Seminal Manding-Jazz session from the leading saxophonist of Guinea’s golden age.
Recorded in 1991 and unavailable on vinyl until now, “Matchowé” is one of the most important “Afro Jazz” sessions recorded - the culmination of a lifetime’s work investigating the intersection between the American jazz tradition and the traditional rhythms of Guinea.
Drawing influences from Charlie Parker and John Coltrane and blending them with the rhythms of the Soussou and Bagas ethnic groups of Guinea, Momo 'Wandel' Soumah (1926-2003) created a timeless sound over a 5-decade career that still resonates today.
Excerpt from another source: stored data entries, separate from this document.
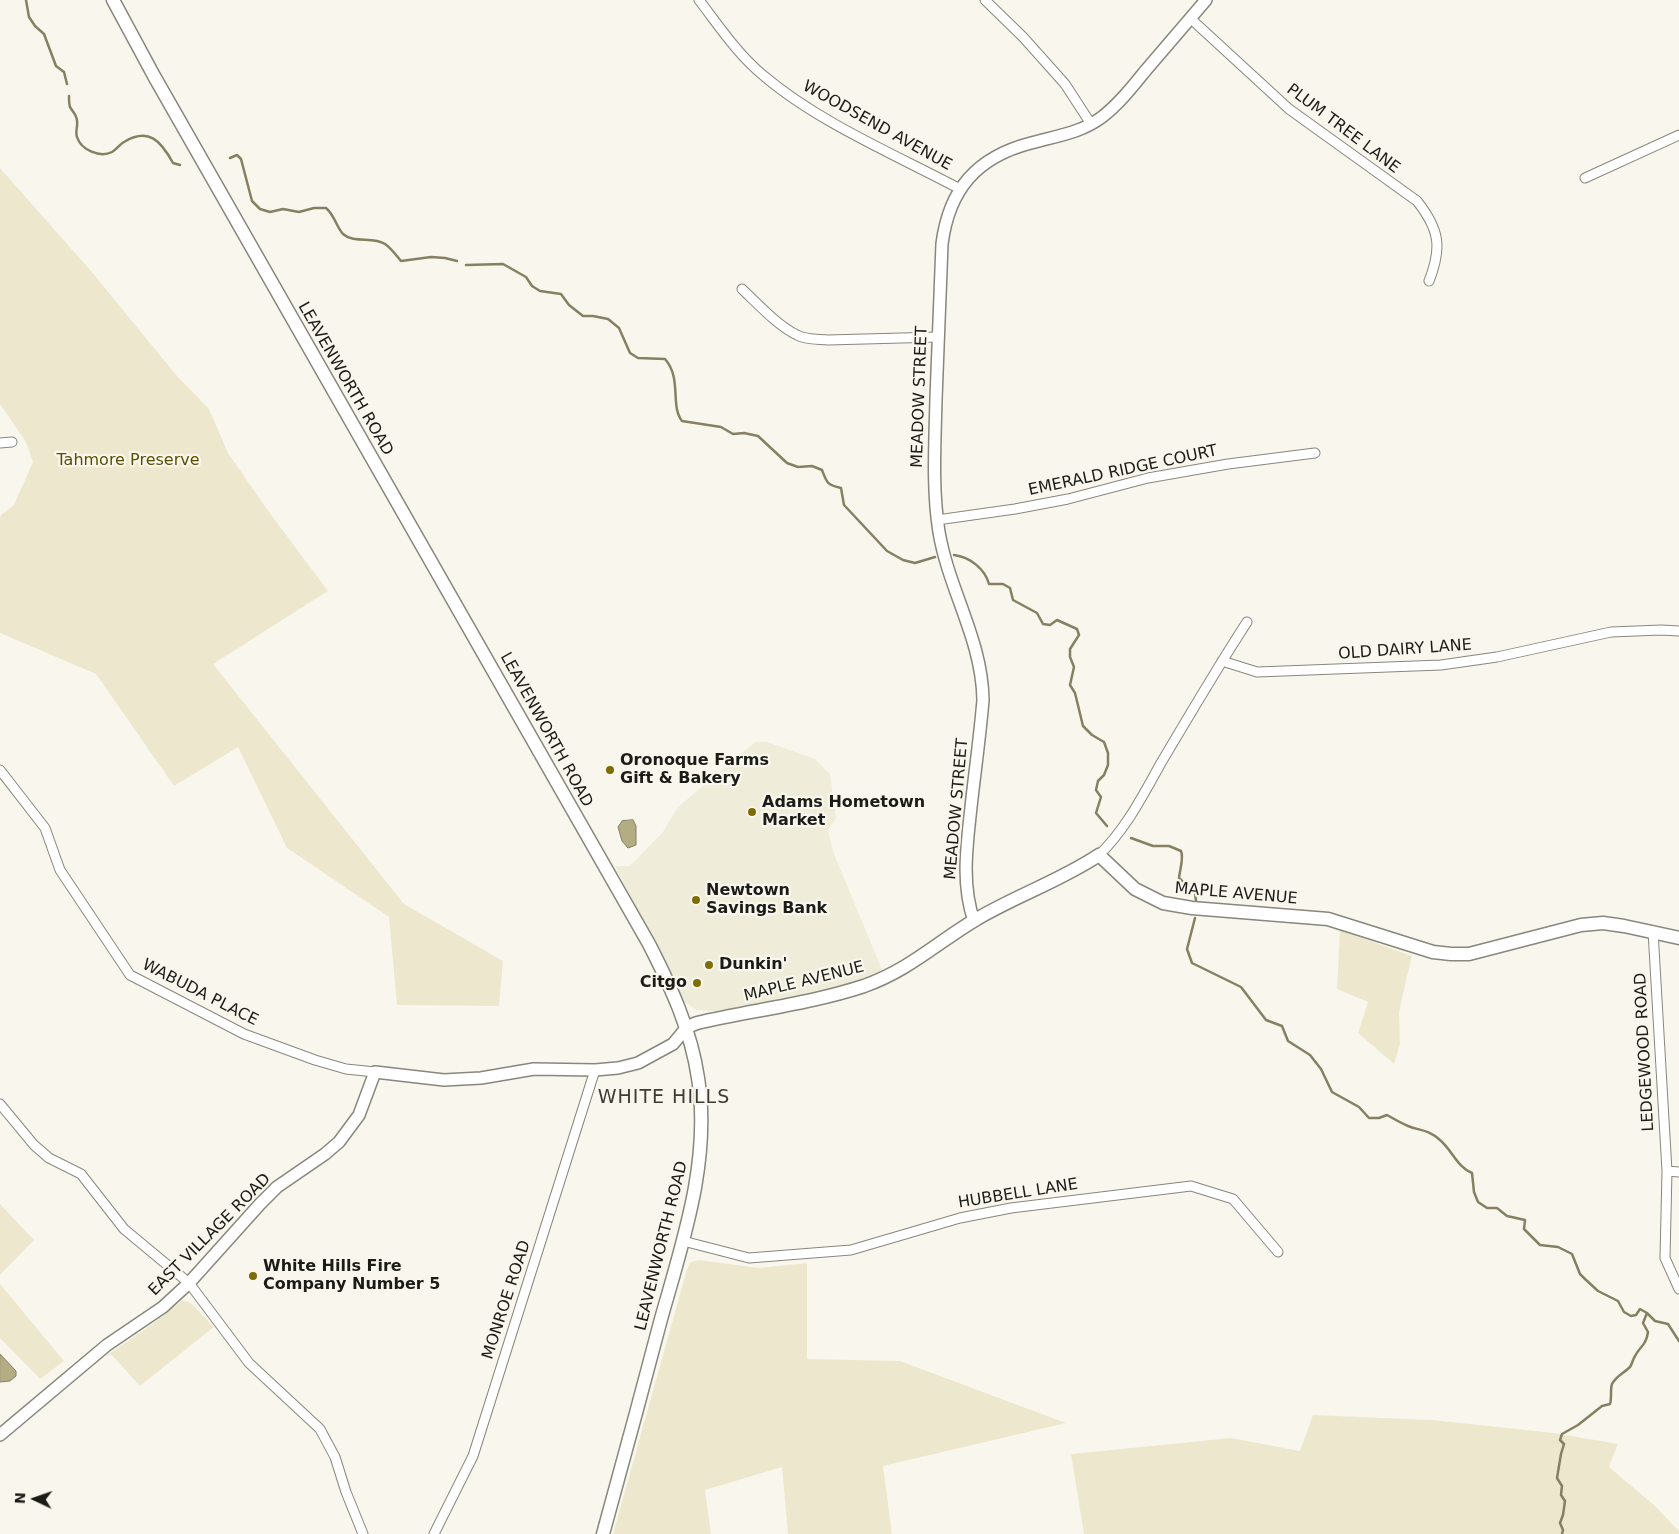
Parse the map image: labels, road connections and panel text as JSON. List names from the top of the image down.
{
  "streets": {
    "main road": ["LEAVENWORTH ROAD", "MAPLE AVENUE"],
    "street": [
      "WOODSEND AVENUE",
      "PLUM TREE LANE",
      "MEADOW STREET",
      "EMERALD RIDGE COURT",
      "OLD DAIRY LANE",
      "WABUDA PLACE",
      "LEDGEWOOD ROAD",
      "HUBBELL LANE",
      "EAST VILLAGE ROAD",
      "MONROE ROAD"
    ]
  },
  "crossings": [
    ["WOODSEND AVENUE", "MEADOW STREET"],
    ["PLUM TREE LANE", "MEADOW STREET"],
    ["LEAVENWORTH ROAD", "MAPLE AVENUE"],
    ["LEAVENWORTH ROAD", "HUBBELL LANE"],
    ["MEADOW STREET", "EMERALD RIDGE COURT"],
    ["MEADOW STREET", "MAPLE AVENUE"],
    ["MAPLE AVENUE", "LEDGEWOOD ROAD"],
    ["WABUDA PLACE", "EAST VILLAGE ROAD"]
  ],
  "districts": ["WHITE HILLS"],
  "parks": ["Tahmore Preserve"],
  "places": [
    "Oronoque Farms Gift & Bakery",
    "Adams Hometown Market",
    "Newtown Savings Bank",
    "Dunkin'",
    "Citgo",
    "White Hills Fire Company Number 5"
  ],
  "north": "left"
}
Starting out playing the banjo in regional orchestras before moving to Conakry and teaching himself to play the clarinet in 1951, he came to the fore as part of the successful band Keletigui et ses Tambourins in the 60s - part of President Sekou Touré’s mission to revalorize traditional Guinean music by blending it with (similarly-communist) Cuban rhythms for the state-run Syliphone record label. With the beginning of the second Guinean Republic in 1985, Momo brought his life-long love of jazz to the traditional rhythms he had spent so much time researching.
Matchowé is not the first time this musical mixture had been attempted by Momo – he played and important part in the seminal 1976 “Musiques sans Paroles” album on Syliphone, Guinea’s state-funded record label – but it is perhaps his defining statement.